Un périmètre de requalification défini sans état antérieur confirmé n'est pas fondé sur les risques, mais sur des hypothèses.
Les directives américaines relatives aux agents sélectionnés considèrent la surveillance de l’exposition avant et après un changement d’équipement de confinement comme une mesure de sécurité spécifique aux installations manipulant des agents réglementés, où l’on s’attend à ce que la situation après le changement entraîne un risque d’exposition moindre ou inchangé. Même lorsque cette exigence de surveillance spécifique ne s’applique pas, la logique sous-jacente est solide et défendable dans tous les contextes de confinement : la liste de contrôle doit obliger l’équipe à énoncer ce qu’elle estime être la situation après le changement, puis à prouver que cette hypothèse est valable avant la remise en service. La colonne “ hypothèse à prouver ” d’une analyse d’impact est celle à laquelle la plupart des équipes accordent le moins d’attention.
Les quatre aspects relatifs à l'état de l'équipement qui doivent toujours être consignés sont l'éligibilité de la classe d'équipement, les valeurs de consigne et les tolérances des paramètres, le périmètre de la requalification, ainsi que les valeurs de référence de surveillance de l'exposition, le cas échéant. Le tableau ci-dessous présente ces comparaisons de manière structurée, en identifiant clairement l'hypothèse que chaque comparaison doit vérifier.

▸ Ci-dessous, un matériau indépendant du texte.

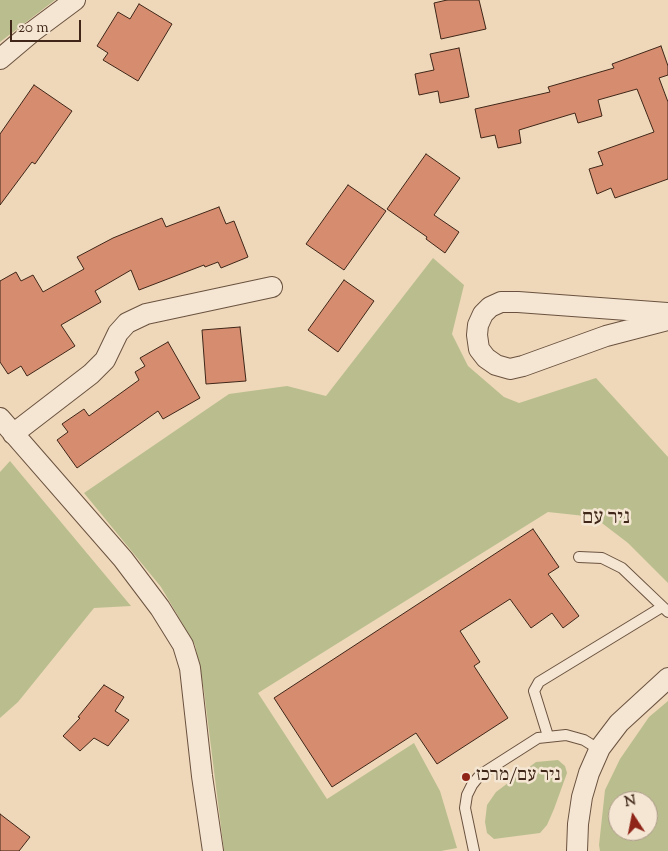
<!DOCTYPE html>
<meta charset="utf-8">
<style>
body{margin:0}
#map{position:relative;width:668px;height:851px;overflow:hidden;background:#eed8b9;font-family:"Sorts Mill Goudy",serif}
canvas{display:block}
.north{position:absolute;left:608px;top:791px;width:50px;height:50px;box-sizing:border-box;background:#f4e6d2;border:1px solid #ac9988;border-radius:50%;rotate:349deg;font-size:14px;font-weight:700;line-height:20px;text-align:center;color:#3f2618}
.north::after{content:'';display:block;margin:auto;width:18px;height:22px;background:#8f2418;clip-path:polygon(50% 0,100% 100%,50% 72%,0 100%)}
.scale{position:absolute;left:10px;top:20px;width:71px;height:22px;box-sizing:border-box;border:2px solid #3f2618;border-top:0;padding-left:6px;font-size:15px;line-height:18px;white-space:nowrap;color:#3f2618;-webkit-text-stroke:4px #f4e6d2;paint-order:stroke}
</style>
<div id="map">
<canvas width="668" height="851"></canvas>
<div class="north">N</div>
<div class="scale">20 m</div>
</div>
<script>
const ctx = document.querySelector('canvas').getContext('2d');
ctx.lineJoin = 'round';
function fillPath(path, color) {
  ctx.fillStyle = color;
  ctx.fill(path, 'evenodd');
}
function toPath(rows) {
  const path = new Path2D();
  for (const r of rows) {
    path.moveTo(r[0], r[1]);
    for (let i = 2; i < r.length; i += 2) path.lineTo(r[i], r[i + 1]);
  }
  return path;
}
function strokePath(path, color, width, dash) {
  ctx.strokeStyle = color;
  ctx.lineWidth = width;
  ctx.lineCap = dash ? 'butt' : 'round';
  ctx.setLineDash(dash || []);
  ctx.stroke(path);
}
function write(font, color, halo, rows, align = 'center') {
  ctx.font = font + ' "Sorts Mill Goudy","Frank Ruhl Libre",serif';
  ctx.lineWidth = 5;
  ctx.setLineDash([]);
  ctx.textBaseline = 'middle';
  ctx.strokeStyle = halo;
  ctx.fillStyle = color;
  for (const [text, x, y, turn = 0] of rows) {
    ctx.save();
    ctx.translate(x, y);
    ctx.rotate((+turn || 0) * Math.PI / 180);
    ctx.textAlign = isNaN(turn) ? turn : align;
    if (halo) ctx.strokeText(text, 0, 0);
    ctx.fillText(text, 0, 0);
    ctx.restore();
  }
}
fillPath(toPath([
 [0,0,55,0,0,42],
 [433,258,464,285,452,334,468,366,504,397,519,403,596,378,668,457,668,583,628,543,594,517,548,512,258,693,327,799,414,743,440,791,457,848,441,851,224,851,204,691,195,645,161,587,84,493,229,394,287,386,326,396],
 [10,461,131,606,94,608,18,702,0,718,0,472],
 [668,701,668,851,600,851,599,845,605,790,620,759,649,717],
 [618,801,648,801,648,831,618,831],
 [558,760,565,766,567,773,554,809,547,825,540,833,494,839,487,833,485,822,487,805,496,792,536,762]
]), '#babe8e');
const building = toPath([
 [447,0,479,0,486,29,441,39,434,3,447,0],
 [139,4,172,24,138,81,103,60,108,53,97,46,118,12,130,19,139,4],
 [661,46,668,66,668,75,659,78,668,102,668,179,615,198,611,188,597,194,589,169,603,165,598,152,654,132,637,89,598,100,602,116,578,123,575,113,519,130,521,143,498,148,495,135,481,138,475,109,550,92,548,87,614,68,612,64,661,46],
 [459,48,469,97,440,103,438,91,419,95,415,74,434,70,430,54,459,48],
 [34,85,72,111,35,164,32,162,0,205,0,134,34,85],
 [426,154,460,178,434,215,459,232,445,253,426,239,427,237,387,209,426,154],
 [348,185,386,211,344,270,306,244,348,185],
 [219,207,226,224,234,221,248,257,221,268,218,262,205,267,204,265,139,290,131,270,95,291,101,302,61,325,75,346,27,376,21,366,8,374,0,362,0,281,16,272,21,281,33,275,43,292,84,269,77,257,113,238,162,218,166,227,219,207],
 [344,280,374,301,338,352,308,330,344,280],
 [240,327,246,381,206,384,202,330,240,327],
 [168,342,200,398,163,419,158,411,77,468,57,440,68,432,62,424,84,409,89,416,139,380,135,372,145,366,140,358,168,342],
 [533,529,559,567,548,574,579,616,563,628,552,613,531,628,510,599,460,631,480,662,474,666,508,718,437,764,416,733,332,787,274,698,533,529],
 [104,685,124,697,115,711,129,720,108,746,94,738,80,751,63,736,80,718,78,717,104,685],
 [0,814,30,837,19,851,0,851,0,814]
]);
fillPath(building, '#d68c6f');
strokePath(building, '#3f2618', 1);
const lane = toPath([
 [579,557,602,558,622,568,668,612],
 [548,736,534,691,539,682,662,607],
 [474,851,465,808,467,795,472,785,480,775,538,738,566,735,584,740,600,750]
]);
const street = toPath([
 [0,59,32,32,75,0],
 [668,313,518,302,501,302,490,307,483,314,478,325,477,335,479,349,486,358,496,365,510,369,523,366,606,336,668,320],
 [0,418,123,559,160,608,183,645,190,668,202,776,213,851],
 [13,434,91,374,105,360,118,333,127,323,146,314,272,287],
 [577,851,578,824,582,797,589,773,600,748,619,723,668,678]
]);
strokePath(lane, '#6b5240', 12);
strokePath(street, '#6b5240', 22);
strokePath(lane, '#f4e6d2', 10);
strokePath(street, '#f4e6d2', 20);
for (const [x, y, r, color] of [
 [466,777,5,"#8f2418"]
]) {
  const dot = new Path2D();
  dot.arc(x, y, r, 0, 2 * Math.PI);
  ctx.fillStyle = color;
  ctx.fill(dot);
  strokePath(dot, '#f4e6d2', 2);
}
write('19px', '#3f2618', '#f4e6d2', [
 ["ניר עם/מרכז",476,777]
], 'left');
write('21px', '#3f2618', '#f4e6d2', [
 ["ניר עם",606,519]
]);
</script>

| Aspect étatique | Avant le changement | Après le changement | Hypothèse à démontrer |
|---|---|---|---|
| Conditions d'éligibilité par catégorie d'équipement | Cours actuellement agréés | Cours proposés après modification | La nouvelle classe n'introduit pas de conditions non validées |
| Valeurs de consigne et tolérances des paramètres | Valeurs de consigne de référence, plages d'alarme | Valeurs de consigne prévues et plages de tolérance | Les paramètres d'exploitation resteront dans les limites de sécurité du confinement |
| Périmètre de la requalification | État actuel de la validation | Des examens complémentaires ou une nouvelle certification sont nécessaires | Ce changement n'a pas compromis les performances de confinement validées. |
| Contrôle de l'exposition | Valeur de référence actuelle de l'exposition (le cas échéant) | Prévisions d'exposition après la modification | Ce changement se traduit par une réduction ou une stabilisation du risque d'exposition |
Dans la pratique, l’omission la plus courante concerne la comparaison des bandes de tolérance. Les équipes indiquent qu’un nouveau régulateur a été configuré sur le même point de consigne nominal que l’ancien, sans vérifier que les plages d’alarme et le comportement de réponse de régulation sont équivalents. Une bande de tolérance plus étroite ou plus large sur un régulateur de pression différentielle peut modifier la façon dont l’enceinte de confinement réagit à l’ouverture d’une porte ou à un déséquilibre entre l’alimentation et l’évacuation — une différence de performance qui peut ne pas apparaître dans les données de mise en service, mais qui se manifestera en conditions de charge opérationnelle.
Portée des essais par type de barrière
Les essais de mise en service génériques, appliqués de manière uniforme à toutes les modifications apportées au confinement, constituent l'un des moyens les plus fiables de produire un dossier de contrôle des modifications qui sera validé lors de l'examen, tout en laissant un risque réel sans solution. Le périmètre des essais doit être défini en fonction de la barrière concernée, et non à partir d'une liste de contrôle standard de mise en service associée au type d'ordre de travail.
Cinq types de barrières couvrent la plupart des scénarios de remplacement des équipements de confinement : filtration des flux d'air et des gaz d'échappement, intégrité des joints et de la pression, intégrité des transferts et des cycles, décontamination des effluents, ainsi que décontamination par autoclave et par voie chimique. Pour Environnements BSL-3 et BSL-4, l'air vicié doit être évacué directement vers l'extérieur à l'aide de Filtration HEPA Le cas échéant, la vérification de l'intégrité des filtres, du sens du flux d'air et de la continuité de l'évacuation après toute modification affectant le système de ventilation constitue donc une exigence minimale en matière de contrôle, et non une vérification facultative. Pour les installations équipées de systèmes de décontamination des effluents (EDS), l'étendue des contrôles post-modification doit inclure la vérification de la stérilisation de l'EDS, y compris la confirmation du placement des thermocouples et du temps de maintien, avant que les flux de déchets liquides ne soient reconnectés au circuit d'évacuation traité.
Les équipements de décontamination présentent un risque spécifique lié à la définition du périmètre d'application : lors des cycles d'autoclavage, les indicateurs biologiques doivent être placés au centre géométrique de la charge, de manière à offrir une résistance maximale à la pénétration de la vapeur, et non sur une surface accessible. Décontamination chimique Les modifications doivent permettre de vérifier que la concentration de l'agent, le temps de contact et les exigences en matière de durée de conservation ou de fraîcheur sont toujours respectées par la procédure mise en place après la modification : un désinfectant reformulé, un protocole de temps de contact modifié ou un intervalle de préparation de la solution différent constituent chacun une modification de la barrière de décontamination qui nécessite une validation spécifique.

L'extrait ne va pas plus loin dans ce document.